* [PROBLEM TO SOLVE] Beneath this instruction is a listing. Transcribe from it only the stretch from the line with "function trace(path, color, width, dash)" through the line with "function label(font, color, halo, rows, align", both end lines included, exactly as written.

* [DATASET EXCERPTS]
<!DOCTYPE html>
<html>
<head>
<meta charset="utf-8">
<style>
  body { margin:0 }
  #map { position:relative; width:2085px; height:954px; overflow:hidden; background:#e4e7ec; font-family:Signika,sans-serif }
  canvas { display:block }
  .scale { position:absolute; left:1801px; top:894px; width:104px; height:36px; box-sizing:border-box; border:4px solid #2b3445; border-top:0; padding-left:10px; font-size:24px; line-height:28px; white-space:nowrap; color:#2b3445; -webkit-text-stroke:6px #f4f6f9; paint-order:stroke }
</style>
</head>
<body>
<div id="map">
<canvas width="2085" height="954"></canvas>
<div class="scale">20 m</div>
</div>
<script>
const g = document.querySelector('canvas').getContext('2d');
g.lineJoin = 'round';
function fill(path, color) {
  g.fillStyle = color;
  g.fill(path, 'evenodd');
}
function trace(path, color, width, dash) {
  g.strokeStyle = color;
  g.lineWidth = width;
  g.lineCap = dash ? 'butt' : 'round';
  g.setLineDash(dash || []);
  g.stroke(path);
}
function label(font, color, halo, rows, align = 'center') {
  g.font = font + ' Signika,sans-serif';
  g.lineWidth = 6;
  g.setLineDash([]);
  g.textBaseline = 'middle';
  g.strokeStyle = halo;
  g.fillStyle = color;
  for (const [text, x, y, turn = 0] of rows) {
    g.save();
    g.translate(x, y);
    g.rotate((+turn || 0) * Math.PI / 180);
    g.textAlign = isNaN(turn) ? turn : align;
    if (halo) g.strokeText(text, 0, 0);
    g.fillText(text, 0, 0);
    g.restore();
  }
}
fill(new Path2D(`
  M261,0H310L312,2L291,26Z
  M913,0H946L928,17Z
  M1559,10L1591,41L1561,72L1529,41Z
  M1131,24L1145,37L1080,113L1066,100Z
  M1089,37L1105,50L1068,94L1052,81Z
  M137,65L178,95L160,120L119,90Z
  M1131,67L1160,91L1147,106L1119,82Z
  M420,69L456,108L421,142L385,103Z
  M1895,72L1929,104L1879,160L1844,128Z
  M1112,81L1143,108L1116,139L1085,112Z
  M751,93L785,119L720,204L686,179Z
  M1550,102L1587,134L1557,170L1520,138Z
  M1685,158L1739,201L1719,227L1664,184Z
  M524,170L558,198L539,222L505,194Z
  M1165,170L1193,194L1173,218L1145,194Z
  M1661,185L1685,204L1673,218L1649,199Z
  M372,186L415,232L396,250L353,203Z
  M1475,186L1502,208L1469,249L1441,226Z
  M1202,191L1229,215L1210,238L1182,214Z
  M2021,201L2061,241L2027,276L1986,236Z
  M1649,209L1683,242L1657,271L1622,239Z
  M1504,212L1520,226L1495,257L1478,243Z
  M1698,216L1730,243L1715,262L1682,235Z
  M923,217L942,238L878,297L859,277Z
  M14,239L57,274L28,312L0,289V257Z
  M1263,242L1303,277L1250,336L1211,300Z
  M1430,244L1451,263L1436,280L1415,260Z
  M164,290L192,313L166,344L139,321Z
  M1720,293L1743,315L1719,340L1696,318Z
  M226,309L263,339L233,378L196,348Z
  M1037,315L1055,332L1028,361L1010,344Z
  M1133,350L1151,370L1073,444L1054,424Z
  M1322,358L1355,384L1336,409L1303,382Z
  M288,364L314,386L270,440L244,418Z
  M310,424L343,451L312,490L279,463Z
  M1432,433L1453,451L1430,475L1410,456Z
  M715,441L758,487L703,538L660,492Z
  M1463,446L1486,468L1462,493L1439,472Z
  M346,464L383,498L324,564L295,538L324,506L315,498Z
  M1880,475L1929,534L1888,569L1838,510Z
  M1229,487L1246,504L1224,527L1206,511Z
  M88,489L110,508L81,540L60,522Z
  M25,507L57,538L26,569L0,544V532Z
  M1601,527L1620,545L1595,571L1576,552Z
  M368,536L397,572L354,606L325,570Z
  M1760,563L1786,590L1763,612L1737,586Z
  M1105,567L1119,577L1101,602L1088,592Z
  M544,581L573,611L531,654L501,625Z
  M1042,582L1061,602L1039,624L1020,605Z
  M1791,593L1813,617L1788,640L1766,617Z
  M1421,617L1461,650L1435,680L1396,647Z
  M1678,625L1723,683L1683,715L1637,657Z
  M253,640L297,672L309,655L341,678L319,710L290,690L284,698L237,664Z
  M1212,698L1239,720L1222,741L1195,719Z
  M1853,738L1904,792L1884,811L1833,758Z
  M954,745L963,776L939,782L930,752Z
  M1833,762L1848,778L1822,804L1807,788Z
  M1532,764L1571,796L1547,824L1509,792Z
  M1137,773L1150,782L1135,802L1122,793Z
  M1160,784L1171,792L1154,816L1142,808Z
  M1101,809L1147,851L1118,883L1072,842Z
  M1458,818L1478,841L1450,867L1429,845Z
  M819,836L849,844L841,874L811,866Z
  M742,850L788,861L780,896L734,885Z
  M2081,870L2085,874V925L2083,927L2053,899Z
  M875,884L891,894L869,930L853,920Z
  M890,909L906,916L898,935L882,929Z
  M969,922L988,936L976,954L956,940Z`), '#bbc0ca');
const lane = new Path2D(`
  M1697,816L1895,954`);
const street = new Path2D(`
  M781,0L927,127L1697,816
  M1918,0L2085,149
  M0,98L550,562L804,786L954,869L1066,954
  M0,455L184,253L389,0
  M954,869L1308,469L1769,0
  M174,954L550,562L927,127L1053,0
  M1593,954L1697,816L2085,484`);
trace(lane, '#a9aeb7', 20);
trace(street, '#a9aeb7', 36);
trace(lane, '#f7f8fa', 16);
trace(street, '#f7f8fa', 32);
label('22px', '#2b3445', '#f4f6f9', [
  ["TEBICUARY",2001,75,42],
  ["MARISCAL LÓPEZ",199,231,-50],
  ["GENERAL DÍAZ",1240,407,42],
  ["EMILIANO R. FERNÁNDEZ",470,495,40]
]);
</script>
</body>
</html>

* [OUTPUT OF THE EXERCISE]
function trace(path, color, width, dash) {
  g.strokeStyle = color;
  g.lineWidth = width;
  g.lineCap = dash ? 'butt' : 'round';
  g.setLineDash(dash || []);
  g.stroke(path);
}
function label(font, color, halo, rows, align = 'center') {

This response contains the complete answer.